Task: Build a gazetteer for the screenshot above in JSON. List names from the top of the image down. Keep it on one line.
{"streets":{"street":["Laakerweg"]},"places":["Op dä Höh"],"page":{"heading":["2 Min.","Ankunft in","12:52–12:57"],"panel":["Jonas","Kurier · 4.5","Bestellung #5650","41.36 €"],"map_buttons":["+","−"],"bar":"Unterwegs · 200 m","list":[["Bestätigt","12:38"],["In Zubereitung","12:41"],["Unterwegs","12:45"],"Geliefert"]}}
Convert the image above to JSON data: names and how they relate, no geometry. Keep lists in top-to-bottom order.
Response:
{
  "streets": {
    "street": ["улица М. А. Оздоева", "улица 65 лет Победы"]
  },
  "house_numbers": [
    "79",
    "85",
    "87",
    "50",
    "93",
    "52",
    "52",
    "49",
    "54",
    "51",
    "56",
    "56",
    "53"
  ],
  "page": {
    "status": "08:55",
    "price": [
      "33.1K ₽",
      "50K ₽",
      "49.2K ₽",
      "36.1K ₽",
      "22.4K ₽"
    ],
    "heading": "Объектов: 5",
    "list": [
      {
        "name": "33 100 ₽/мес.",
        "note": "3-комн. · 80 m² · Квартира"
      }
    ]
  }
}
==
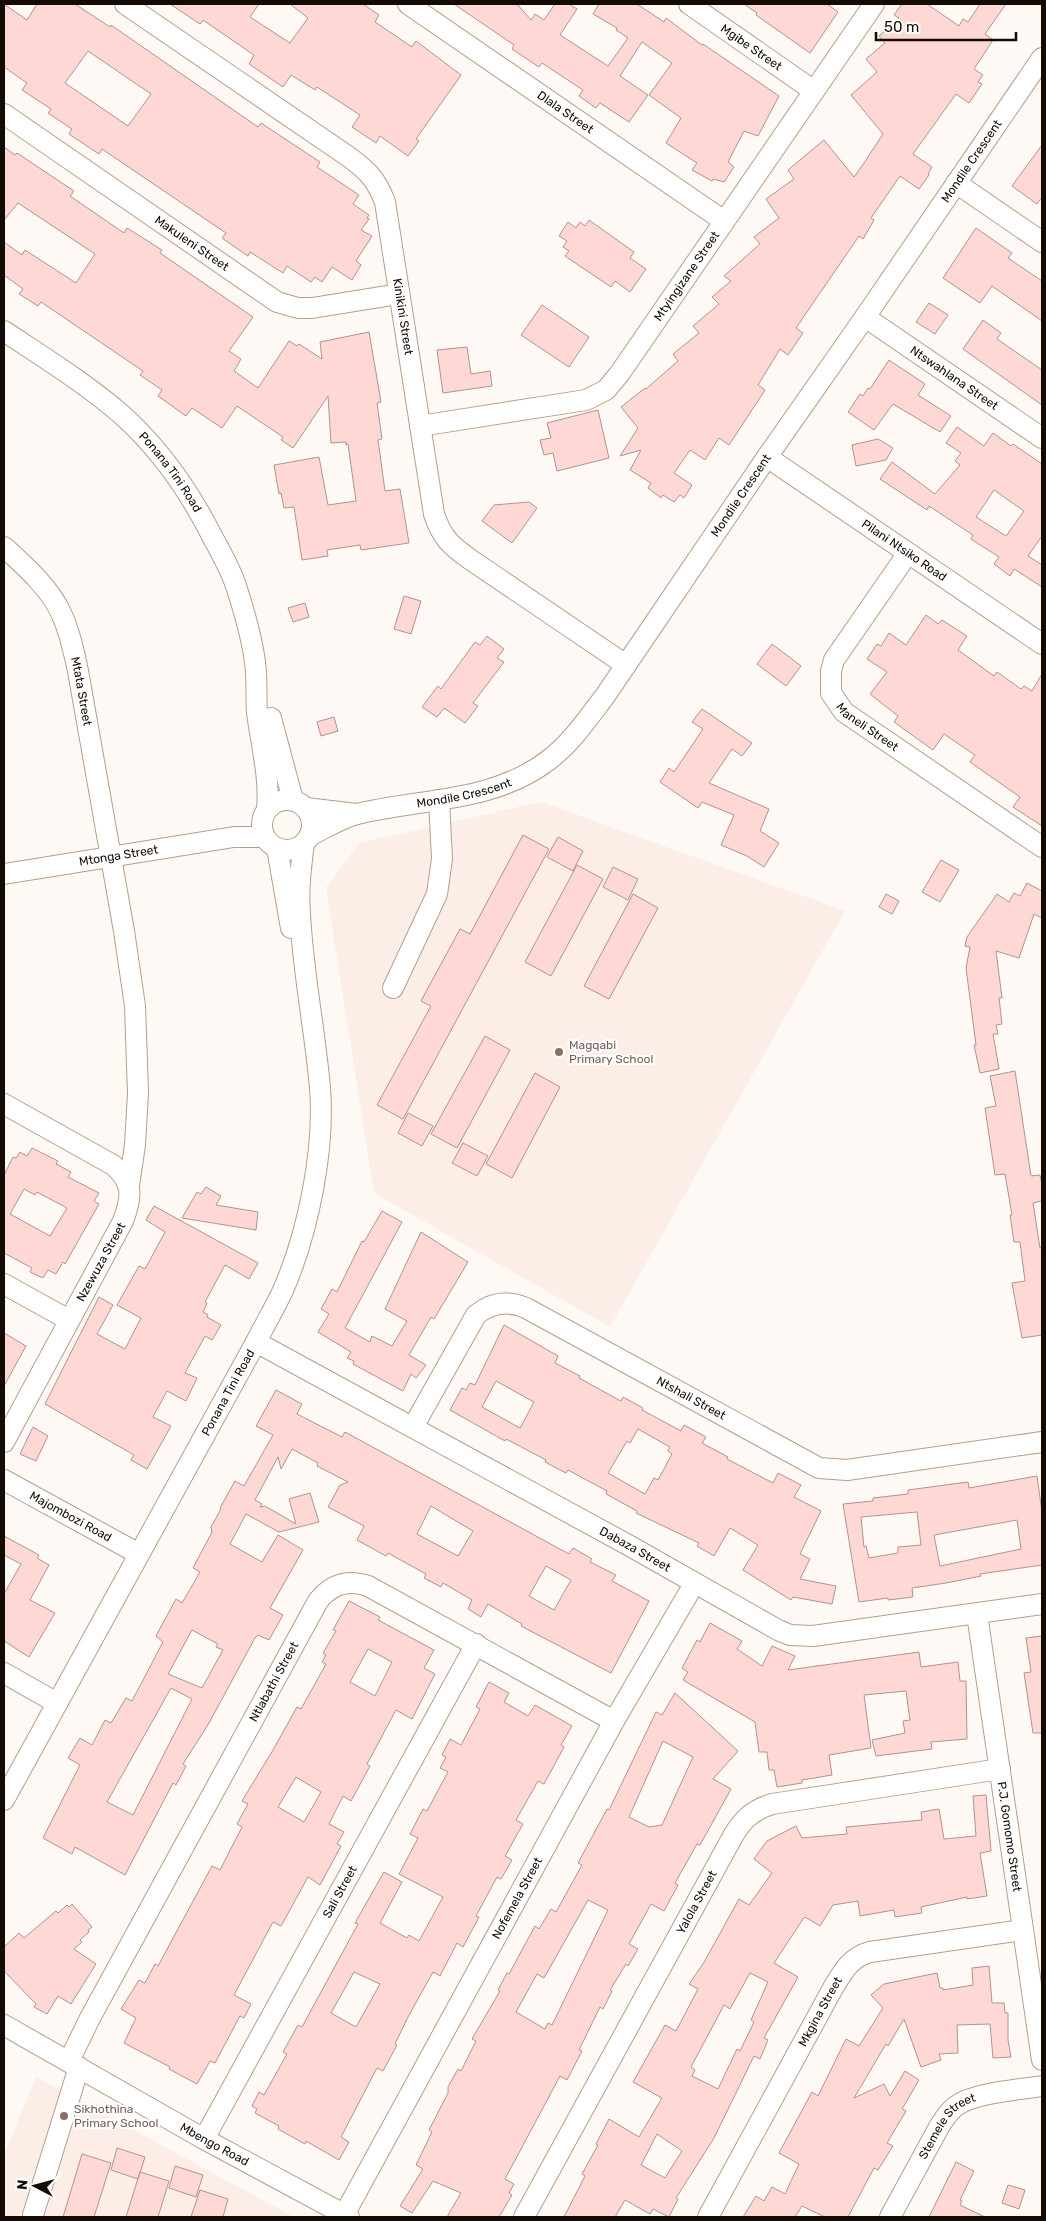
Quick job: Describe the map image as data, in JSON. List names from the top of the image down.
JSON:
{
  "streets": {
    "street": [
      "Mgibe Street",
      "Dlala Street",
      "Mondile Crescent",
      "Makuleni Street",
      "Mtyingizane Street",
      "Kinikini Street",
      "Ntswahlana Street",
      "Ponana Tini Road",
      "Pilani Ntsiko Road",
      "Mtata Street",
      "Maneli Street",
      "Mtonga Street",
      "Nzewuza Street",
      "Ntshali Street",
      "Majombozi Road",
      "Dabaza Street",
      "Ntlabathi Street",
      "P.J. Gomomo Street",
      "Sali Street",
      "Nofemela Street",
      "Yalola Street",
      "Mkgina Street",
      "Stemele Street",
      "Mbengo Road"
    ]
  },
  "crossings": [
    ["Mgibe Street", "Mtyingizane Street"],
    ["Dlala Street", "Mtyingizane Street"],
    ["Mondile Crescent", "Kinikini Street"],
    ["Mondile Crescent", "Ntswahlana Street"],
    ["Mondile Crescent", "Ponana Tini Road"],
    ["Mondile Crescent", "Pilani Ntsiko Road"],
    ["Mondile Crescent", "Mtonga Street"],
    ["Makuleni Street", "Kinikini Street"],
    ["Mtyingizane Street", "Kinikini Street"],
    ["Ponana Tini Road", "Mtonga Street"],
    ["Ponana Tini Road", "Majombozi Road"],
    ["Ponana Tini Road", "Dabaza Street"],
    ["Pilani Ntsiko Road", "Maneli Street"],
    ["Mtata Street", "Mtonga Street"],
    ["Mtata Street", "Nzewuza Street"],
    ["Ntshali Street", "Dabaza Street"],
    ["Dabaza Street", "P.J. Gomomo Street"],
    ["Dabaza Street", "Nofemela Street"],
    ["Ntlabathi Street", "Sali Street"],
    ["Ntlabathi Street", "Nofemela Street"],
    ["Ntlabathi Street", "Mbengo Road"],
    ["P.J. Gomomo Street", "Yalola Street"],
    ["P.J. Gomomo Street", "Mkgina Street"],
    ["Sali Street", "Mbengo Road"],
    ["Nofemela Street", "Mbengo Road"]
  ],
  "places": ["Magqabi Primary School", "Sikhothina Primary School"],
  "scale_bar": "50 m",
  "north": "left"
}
...
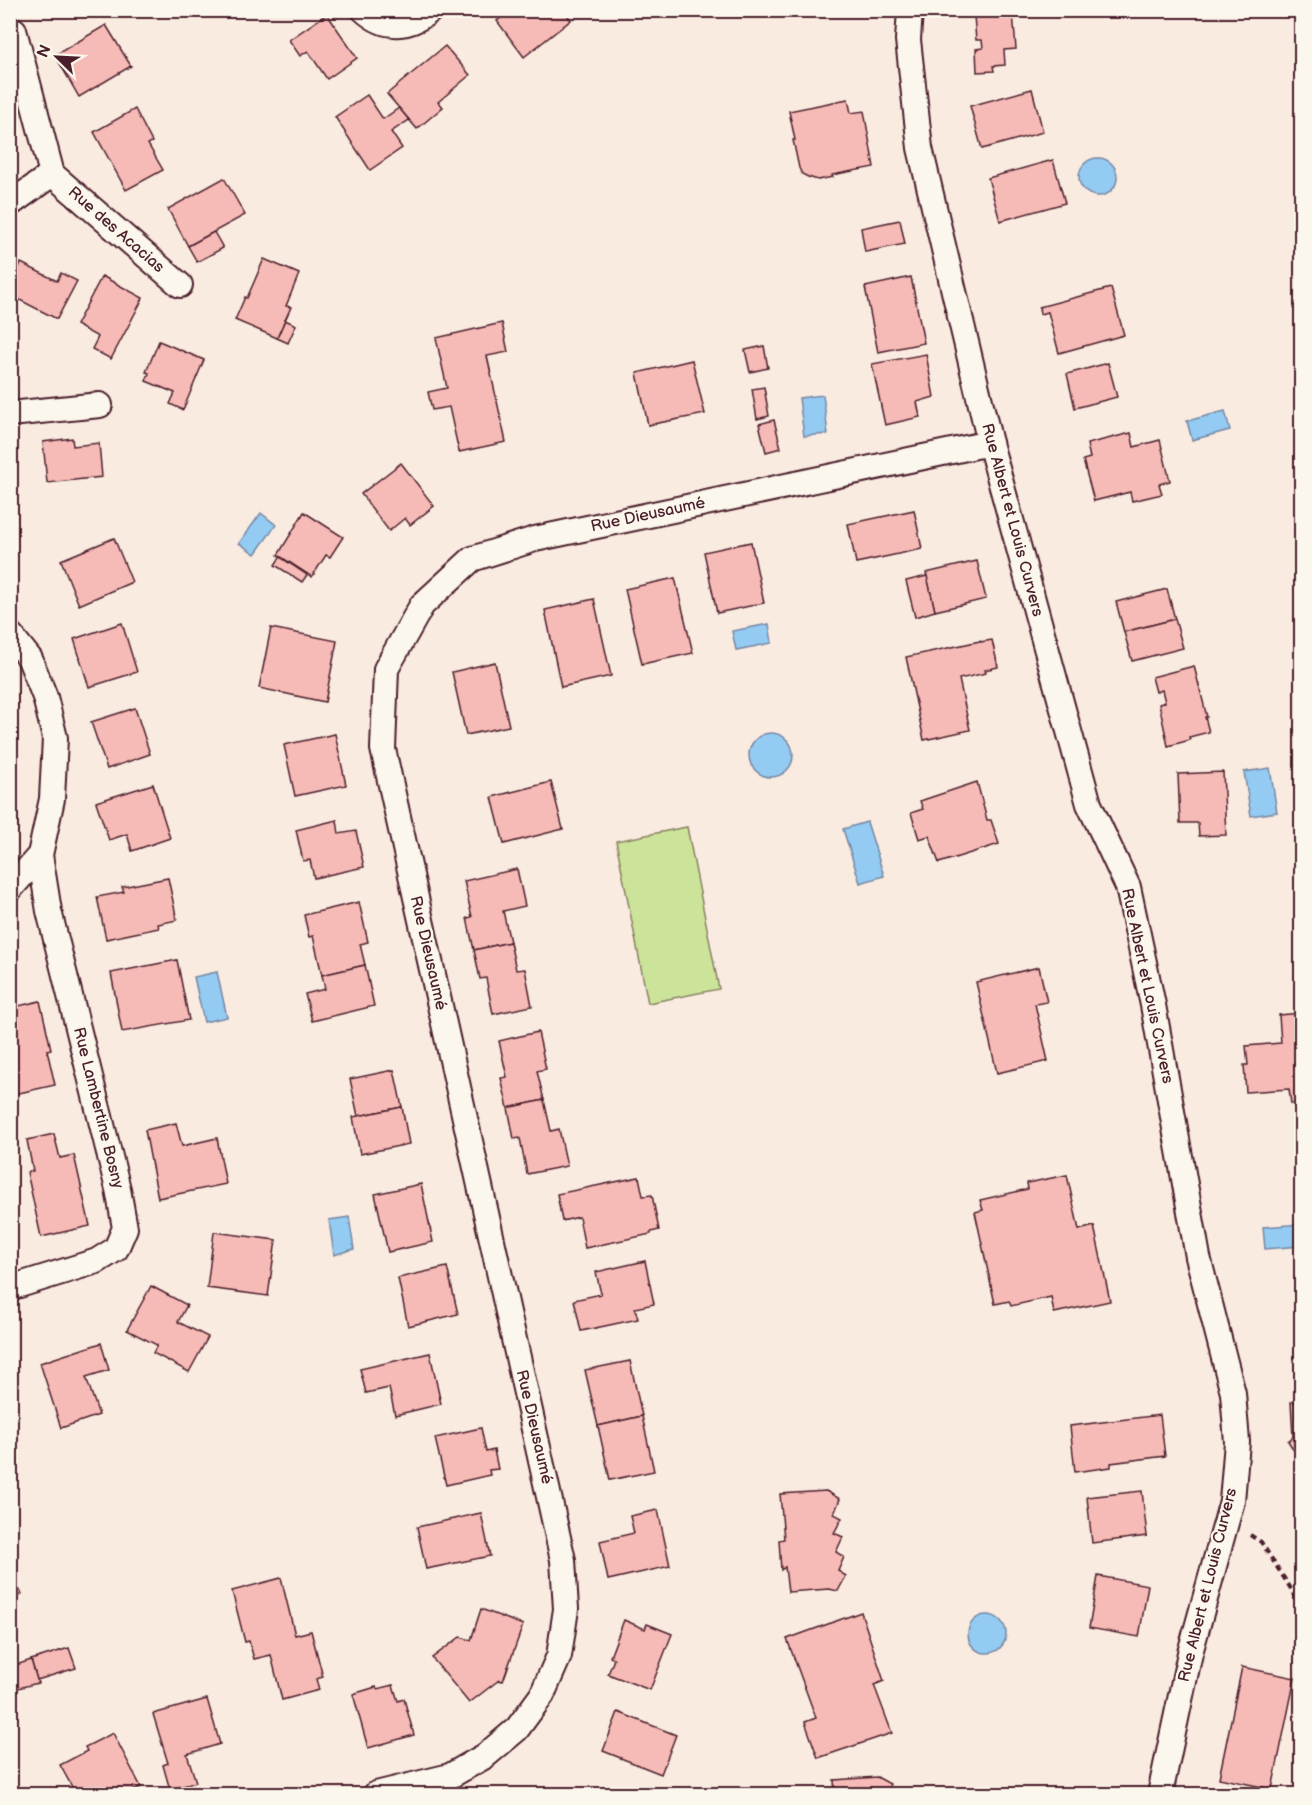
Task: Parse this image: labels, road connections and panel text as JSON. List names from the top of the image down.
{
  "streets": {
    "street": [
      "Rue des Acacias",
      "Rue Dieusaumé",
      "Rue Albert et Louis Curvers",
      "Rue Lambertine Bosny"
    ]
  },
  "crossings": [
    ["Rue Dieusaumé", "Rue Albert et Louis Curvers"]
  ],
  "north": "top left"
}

TASK DETAILS -
Copy back the listing above exactly, but only from the line with "Task: Build a" through the line with "Convert the image", both ends included.

REPLY TO THE TASK -
Task: Build a gazetteer for the screenshot above in JSON. List names from the top of the image down. Keep it on one line.
{"streets":{"street":["Laakerweg"]},"places":["Op dä Höh"],"page":{"heading":["2 Min.","Ankunft in","12:52–12:57"],"panel":["Jonas","Kurier · 4.5","Bestellung #5650","41.36 €"],"map_buttons":["+","−"],"bar":"Unterwegs · 200 m","list":[["Bestätigt","12:38"],["In Zubereitung","12:41"],["Unterwegs","12:45"],"Geliefert"]}}
Convert the image above to JSON data: names and how they relate, no geometry. Keep lists in top-to-bottom order.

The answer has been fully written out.